The thing I have been thinking about for the last year—every moment of every day almost, and certainly every time I sit down to write, or think about writing—is this question of protectiveness, of orderliness. These traits were presented to me in the way a doctor describes some malformation of the inner ear or bad nerve in the lower spine: not a catastrophe, but not quite as it should be, either. Like I’d have to spend the rest of my life compensating in ways minor and major, making myself slightly more brutal, slightly crueler.

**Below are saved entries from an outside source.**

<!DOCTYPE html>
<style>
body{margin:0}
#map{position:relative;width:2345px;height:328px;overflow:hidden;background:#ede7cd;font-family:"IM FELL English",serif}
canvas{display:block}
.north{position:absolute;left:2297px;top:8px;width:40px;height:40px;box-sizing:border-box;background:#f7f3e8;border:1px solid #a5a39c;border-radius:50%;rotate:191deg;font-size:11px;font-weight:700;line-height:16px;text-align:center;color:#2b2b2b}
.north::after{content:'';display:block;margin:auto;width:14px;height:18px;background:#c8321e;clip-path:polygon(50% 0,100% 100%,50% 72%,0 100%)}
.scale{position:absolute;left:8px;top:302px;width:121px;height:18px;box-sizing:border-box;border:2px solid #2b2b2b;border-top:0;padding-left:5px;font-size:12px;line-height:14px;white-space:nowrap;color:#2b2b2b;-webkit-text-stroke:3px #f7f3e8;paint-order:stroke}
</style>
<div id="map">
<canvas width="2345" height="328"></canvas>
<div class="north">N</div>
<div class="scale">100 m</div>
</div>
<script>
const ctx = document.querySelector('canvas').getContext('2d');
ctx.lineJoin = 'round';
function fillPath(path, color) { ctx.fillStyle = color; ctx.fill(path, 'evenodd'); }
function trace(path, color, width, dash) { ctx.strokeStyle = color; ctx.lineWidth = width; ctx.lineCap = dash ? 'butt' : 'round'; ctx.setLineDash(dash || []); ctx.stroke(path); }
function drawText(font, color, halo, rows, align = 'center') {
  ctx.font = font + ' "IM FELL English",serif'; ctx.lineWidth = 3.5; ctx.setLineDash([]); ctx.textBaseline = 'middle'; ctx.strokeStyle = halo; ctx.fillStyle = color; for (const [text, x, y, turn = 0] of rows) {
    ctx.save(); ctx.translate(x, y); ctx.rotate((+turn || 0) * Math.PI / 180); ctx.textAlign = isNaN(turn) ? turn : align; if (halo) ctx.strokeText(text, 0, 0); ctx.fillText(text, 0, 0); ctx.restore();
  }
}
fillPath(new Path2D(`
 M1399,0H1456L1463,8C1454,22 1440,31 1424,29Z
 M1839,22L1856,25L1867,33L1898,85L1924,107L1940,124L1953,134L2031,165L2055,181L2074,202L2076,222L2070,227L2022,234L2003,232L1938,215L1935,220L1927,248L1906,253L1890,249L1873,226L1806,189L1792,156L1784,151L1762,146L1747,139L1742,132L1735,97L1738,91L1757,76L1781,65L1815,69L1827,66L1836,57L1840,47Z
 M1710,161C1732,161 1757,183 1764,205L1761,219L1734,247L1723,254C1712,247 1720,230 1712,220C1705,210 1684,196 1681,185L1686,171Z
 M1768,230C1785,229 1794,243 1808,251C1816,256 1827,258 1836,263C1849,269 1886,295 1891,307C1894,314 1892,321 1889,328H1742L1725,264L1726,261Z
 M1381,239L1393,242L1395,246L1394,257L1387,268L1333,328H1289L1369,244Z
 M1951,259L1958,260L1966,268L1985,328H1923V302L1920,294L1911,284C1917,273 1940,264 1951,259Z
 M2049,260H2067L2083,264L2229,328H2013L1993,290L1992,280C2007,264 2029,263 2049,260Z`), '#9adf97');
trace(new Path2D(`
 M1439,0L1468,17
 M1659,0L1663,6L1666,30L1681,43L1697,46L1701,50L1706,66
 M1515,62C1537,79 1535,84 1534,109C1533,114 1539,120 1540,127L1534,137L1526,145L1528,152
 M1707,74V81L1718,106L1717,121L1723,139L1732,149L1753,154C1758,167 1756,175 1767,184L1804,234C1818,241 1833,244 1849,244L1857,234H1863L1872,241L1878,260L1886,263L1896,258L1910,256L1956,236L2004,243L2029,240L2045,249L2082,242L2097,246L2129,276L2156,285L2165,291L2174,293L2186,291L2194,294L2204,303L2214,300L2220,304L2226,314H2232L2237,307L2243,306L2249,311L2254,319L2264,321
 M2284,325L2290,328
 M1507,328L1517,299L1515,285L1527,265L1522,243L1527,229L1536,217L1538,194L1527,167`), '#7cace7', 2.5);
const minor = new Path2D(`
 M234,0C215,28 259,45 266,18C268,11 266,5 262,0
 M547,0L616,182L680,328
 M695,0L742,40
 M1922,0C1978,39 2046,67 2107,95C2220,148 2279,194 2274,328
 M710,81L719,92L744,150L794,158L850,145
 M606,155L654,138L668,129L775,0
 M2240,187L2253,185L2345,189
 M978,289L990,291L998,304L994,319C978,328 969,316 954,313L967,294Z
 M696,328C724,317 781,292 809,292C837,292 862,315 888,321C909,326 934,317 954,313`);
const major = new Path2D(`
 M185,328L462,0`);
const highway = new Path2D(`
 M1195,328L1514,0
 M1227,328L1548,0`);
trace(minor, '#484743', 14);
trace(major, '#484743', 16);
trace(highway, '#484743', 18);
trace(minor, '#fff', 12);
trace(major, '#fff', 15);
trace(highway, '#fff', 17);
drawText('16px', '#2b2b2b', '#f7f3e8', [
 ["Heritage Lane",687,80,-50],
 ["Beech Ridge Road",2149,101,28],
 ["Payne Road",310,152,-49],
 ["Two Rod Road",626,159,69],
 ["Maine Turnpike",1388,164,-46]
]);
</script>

That’s exactly my experience of any review in any fiction workshop, whether in a classroom or at a conference or informally with people trained in one of those realms. It’s like Christopher Walken and “More Cowbell!!” More Misery!!! More Trauma!!! More Suffering!!!
Yeah, that’s a hard no.
I count hospitality as one of my primary ecological functions, the fact that people can come to my home and relax and laugh and have a good time with one another, no matter what other crap is going on in the rest of their lives.
The insistence on cruelty feels to me to be oddly gendered: that serious literature is written by men, and for women to gain entry to the serious camp, they have to be just as cruel as men can be. Every few days, I get an ad in my e-mail from Random House, a regular scrolling feed through mystery and thriller and romance and young adult. And when the “women’s fiction” comes around, I can count on seeing the word heartwarming in more than one of the book descriptions.
Guys don’t get to be heartwarming, nor do serious writers. “Real literature” bears exactly the field markings that Susan Faludi identified for contemporary American masculinity: stoicism, self-sufficiency, competition, and vanity. No one will help you, the world is against you, you’re on your own, and you’ll suffer through it. It’s every bad father ever.
So the ecological function of my stories, regardless of their specifics, is to work against that tide of cruelty, to help re-oxygenate the lake. To say: We can do this. There’s a way through. You’ve got abilities you never imagined.
Every creature, from bacteria to aphid to wasp, is doing something. The difference between us and the lower orders is that we get to decide what role we want to play.